平復一下心情。
“你現在在哪兒?”
“娃,我現在在你公司呢。”余父報了地址。
狗屎!就這自己還同情他,真是瞎了自己狗眼,呸,人眼。
“你去我公司鬧什么,我被辭退你高興!”錢文對著電話呵斥道,對余父還不能心軟,起碼現在不行。
“沒……沒有鬧,就是叫了兩句……”余父越說后面聲音越小。
“你在原地別動,我讓我徒弟過去。”錢文被氣的牙癢癢。
真想上去給他幾個腦瓜崩,問問他在想什么,那可是自己的工作單位,要不是有三反派的把柄,自己還不得被辭退。
說完掛了電話,給吳安同打了過去。
“喂,徒弟。”
“師傅,你爹來公司了,剛才可鬧騰了一會,發現你不在,現在消停了在你辦公室坐著呢。”吳安同站在辦公室門口,探頭往里看,小聲道。

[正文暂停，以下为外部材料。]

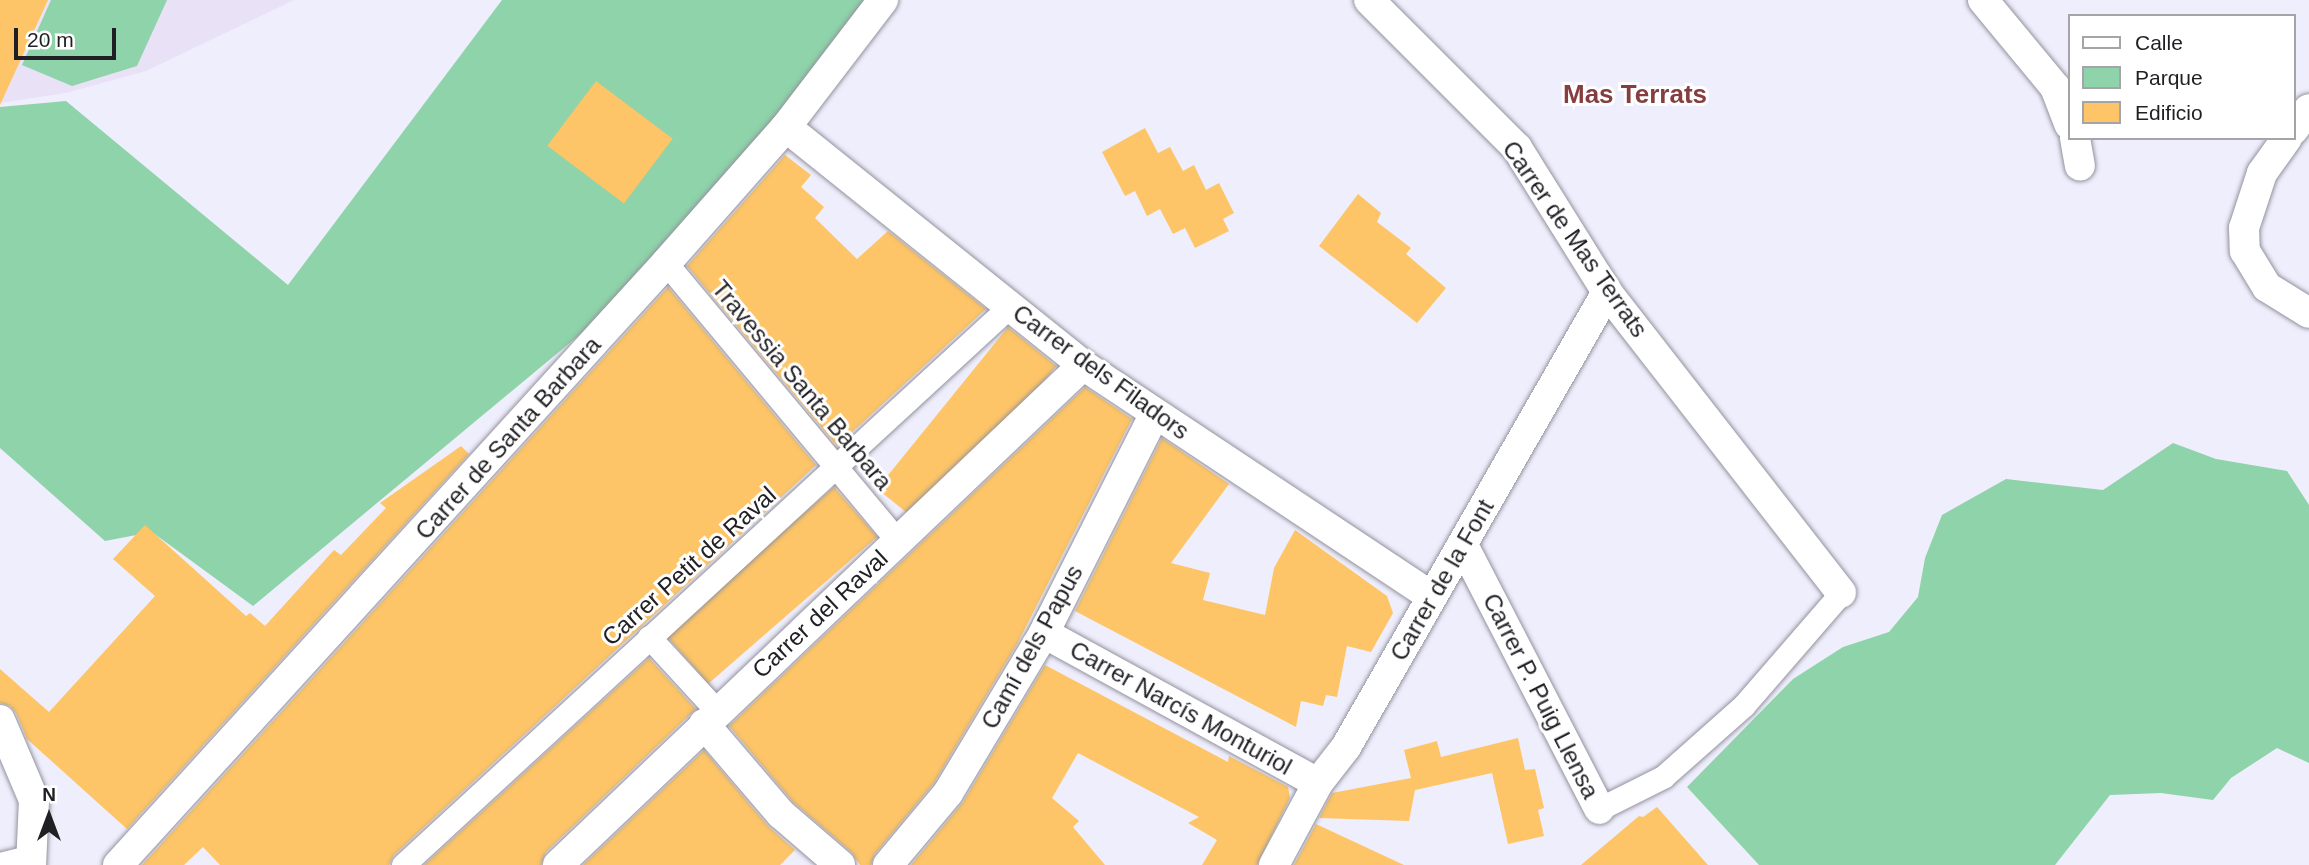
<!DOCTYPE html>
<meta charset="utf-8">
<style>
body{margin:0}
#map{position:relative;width:2309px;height:865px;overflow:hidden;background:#efeefc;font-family:Arial,sans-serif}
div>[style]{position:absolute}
.education>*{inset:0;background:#e9e2f7}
.green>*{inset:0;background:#8ed3a9}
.building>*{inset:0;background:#fdc567;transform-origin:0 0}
.roads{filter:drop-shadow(0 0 2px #93929e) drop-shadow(0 0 2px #93929e)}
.pedestrian>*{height:23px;margin:-11.5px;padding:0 11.5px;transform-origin:11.5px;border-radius:11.5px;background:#fff}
.minor>*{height:30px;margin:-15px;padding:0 15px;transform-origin:15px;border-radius:15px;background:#fff}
span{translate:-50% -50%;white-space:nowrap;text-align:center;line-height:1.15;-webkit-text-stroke:6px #fff;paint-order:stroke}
.street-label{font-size:24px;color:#1f1f24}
.neighbourhood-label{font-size:26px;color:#863d40;font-weight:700}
.legend{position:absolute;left:2068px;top:14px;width:228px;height:126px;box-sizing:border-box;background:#fff;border:2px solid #a5a5a7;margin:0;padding:9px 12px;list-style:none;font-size:21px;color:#1f1f24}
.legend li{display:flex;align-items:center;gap:14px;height:35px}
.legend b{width:35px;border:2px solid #a5a5a7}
.north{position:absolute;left:14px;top:781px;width:70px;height:70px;-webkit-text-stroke:5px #fff;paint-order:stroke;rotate:0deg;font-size:19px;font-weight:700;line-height:28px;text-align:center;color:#1f1f24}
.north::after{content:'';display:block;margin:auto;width:24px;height:32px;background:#1f1f24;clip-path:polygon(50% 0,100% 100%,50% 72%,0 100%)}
.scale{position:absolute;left:14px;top:28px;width:102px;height:32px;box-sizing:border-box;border:4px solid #1f1f24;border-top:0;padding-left:9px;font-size:21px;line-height:24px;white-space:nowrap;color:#1f1f24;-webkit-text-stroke:5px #fff;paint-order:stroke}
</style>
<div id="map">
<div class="education">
<div style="clip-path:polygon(0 0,294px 0,146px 71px,66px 93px,0 103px)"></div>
</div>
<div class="green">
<div style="clip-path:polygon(51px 0,167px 0,137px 66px,72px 86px,22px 65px)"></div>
<div style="clip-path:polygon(502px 0,883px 0,666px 263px,253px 606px,152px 532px,105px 541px,0 448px,0 107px,66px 101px,288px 285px)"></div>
<div style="clip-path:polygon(2173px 443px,2216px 459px,2287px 471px,2309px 505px,2309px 763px,2277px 748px,2231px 778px,2213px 800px,2161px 793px,2110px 795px,2055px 865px,1759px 865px,1687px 787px,1793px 679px,1843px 647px,1889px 632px,1918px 597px,1925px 558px,1942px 515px,2006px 479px,2103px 490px)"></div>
</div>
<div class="building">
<div style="clip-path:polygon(0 0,48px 0,0 105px)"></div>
<div style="left:596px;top:81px;width:96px;height:81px;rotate:37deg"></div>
<div style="clip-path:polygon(1145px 128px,1158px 153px,1170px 147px,1183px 171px,1194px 165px,1206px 190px,1219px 183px,1234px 213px,1223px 219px,1229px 231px,1195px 248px,1185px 228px,1173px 234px,1160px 209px,1147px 216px,1135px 191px,1125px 196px,1102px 152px)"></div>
<div style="clip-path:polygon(785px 155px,811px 175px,801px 187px,824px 207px,815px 218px,857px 259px,888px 231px,986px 309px,837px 446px,687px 266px)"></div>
<div style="clip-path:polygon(1358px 194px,1381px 213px,1377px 222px,1411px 248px,1406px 254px,1446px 288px,1417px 323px,1319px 246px)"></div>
<div style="clip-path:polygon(668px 287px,816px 465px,394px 855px,389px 865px,220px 865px,203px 847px,184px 865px,142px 865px)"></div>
<div style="left:1008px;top:327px;width:62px;height:208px;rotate:39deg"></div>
<div style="clip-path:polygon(1085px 387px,1132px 419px,1017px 644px,934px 783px,875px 854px,871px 865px,860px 865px,851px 852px,793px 802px,729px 726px)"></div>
<div style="clip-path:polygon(1162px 438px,1229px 484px,1171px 563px,1210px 573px,1203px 600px,1265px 615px,1274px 568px,1295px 530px,1387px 596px,1393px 613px,1371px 652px,1347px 646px,1337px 697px,1326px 695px,1323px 706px,1301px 701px,1296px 727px,1075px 611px)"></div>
<div style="clip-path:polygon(461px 446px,469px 454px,127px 829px,27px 739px,16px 713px,10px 706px,0 703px,0 669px,49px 712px,155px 596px,113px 559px,145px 525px,246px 616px,250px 613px,265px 626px,334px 550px,341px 555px,386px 508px,380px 503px)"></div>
<div style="left:834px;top:487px;width:66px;height:224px;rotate:49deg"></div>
<div style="clip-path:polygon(649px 658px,696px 709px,546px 852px,541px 865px,424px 865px)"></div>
<div style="clip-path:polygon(1045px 665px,1228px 762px,1229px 756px,1288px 787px,1290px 798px,1257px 865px,1202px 865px,1217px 840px,1188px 823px,1199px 817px,1078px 753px,1052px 798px,1079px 821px,1073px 827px,1105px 865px,911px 865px,963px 802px)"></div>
<div style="clip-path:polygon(1518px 738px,1525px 770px,1535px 769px,1544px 808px,1538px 810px,1544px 836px,1508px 844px,1492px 773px,1415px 790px,1409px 821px,1319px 818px,1332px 793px,1411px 778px,1404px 750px,1437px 741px,1441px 757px)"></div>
<div style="clip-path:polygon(704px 750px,768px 826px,795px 850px,780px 865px,583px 865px)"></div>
<div style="clip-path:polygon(1657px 807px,1708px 865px,1581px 865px,1639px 816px,1643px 817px)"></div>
<div style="clip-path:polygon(1316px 824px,1404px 865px,1294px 865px)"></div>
</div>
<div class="roads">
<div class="pedestrian">
<div style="left:666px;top:263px;width:361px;rotate:50.2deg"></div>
<div style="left:649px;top:637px;width:100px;rotate:47.4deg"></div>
<div style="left:1599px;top:809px;width:72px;rotate:-26.6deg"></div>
<div style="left:1663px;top:777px;width:108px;rotate:-41.6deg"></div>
<div style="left:1744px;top:705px;width:148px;rotate:-49.1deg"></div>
<div style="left:0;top:864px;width:33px;rotate:-14deg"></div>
<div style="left:403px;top:865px;width:825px;rotate:-42.64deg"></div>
</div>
<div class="minor">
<div style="left:1369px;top:0;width:209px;rotate:45deg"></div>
<div style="left:1517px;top:148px;width:170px;rotate:58deg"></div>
<div style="left:1607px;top:292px;width:381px;rotate:52.1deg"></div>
<div style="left:1983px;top:0;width:113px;rotate:50.4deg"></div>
<div style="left:2055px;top:87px;width:40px;rotate:69deg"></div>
<div style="left:786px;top:127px;width:381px;rotate:38.7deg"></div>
<div style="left:1083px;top:365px;width:418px;rotate:33.6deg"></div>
<div style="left:2293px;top:130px;width:26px;rotate:-53deg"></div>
<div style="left:2075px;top:138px;width:28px;rotate:80deg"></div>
<div style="left:2287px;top:138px;width:43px;rotate:125.5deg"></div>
<div style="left:2262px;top:173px;width:58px;rotate:108.1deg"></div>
<div style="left:2244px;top:228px;width:23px;rotate:88deg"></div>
<div style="left:2245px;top:251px;width:42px;rotate:58.6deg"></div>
<div style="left:2267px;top:287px;width:49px;rotate:31.8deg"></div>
<div style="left:1463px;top:545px;width:297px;rotate:62.7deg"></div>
<div style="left:1044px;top:633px;width:312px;rotate:28.7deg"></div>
<div style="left:0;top:720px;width:87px;rotate:67deg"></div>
<div style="left:34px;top:800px;width:65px;rotate:92.6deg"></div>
<div style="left:704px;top:724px;width:118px;rotate:49.5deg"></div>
<div style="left:781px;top:814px;width:78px;rotate:40.8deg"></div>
<div style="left:118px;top:865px;width:814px;rotate:-47.69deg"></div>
<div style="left:666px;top:263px;width:181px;rotate:-48.6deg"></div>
<div style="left:786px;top:127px;width:160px;rotate:-52.6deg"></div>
<div style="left:558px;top:865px;width:725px;rotate:-43.6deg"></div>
<div style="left:888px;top:865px;width:94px;rotate:-50.2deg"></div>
<div style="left:948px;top:793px;width:187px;rotate:-59deg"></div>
<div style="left:1044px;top:633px;width:244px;rotate:-63.2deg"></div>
<div style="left:1274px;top:865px;width:93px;rotate:-61.8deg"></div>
<div style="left:1318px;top:783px;width:46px;rotate:-52.1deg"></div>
<div style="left:1346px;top:747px;width:525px;rotate:-60.16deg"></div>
</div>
</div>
<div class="street-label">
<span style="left:1575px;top:239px;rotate:55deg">Carrer de Mas Terrats</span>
<span style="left:1101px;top:372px;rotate:36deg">Carrer dels Filadors</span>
<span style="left:802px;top:385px;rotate:50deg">Travessia Santa Barbara</span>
<span style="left:508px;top:438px;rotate:-48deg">Carrer de Santa Barbara</span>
<span style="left:689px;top:566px;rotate:-42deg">Carrer Petit de Raval</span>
<span style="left:1442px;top:580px;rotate:-60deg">Carrer de la Font</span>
<span style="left:820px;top:614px;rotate:-43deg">Carrer del Raval</span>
<span style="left:1032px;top:647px;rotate:-61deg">Camí dels Papus</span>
<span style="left:1541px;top:696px;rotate:63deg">Carrer P. Puig Llensa</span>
<span style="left:1181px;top:708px;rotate:29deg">Carrer Narcís Monturiol</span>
</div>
<div class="neighbourhood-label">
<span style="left:1635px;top:95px">Mas Terrats</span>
</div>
<ul class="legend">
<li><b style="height:9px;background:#fff"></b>Calle</li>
<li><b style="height:19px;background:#8ed3a9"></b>Parque</li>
<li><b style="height:19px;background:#fdc567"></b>Edificio</li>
</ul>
<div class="north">N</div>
<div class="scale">20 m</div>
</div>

聞言的錢文,撫了撫自己劇烈起伏的胸口,“不氣不氣,氣壞沒人……”
“師傅你說什么……”吳安同小聲問道。
深吸一口氣,緩緩吐出,真是佩服余歡水,有這么一位活爹。
“徒弟,一會我給你打兩千塊,你給他找個住處,在帶他好好吃一頓。”想了想,又無奈道,“跟他說,明天我會去找他,別亂跑。”
錢文交待完這些,跟吳安同道了聲謝,就掛了電話。
把手機隨手扔到一旁,無神的躺在搖椅上,一波剛平,一波又起。
甘虹家才剛剛處理完,現在余歡水家的債主來了。
“爸爸~”
余晨在房間喊道。
回神的錢文,托上拖鞋,緊忙跑向臥室。
余晨醒了,在床上打滾,錢文給他倒了杯果汁,掏出他剛搬回來的衣服,一件件掛在儲衣間。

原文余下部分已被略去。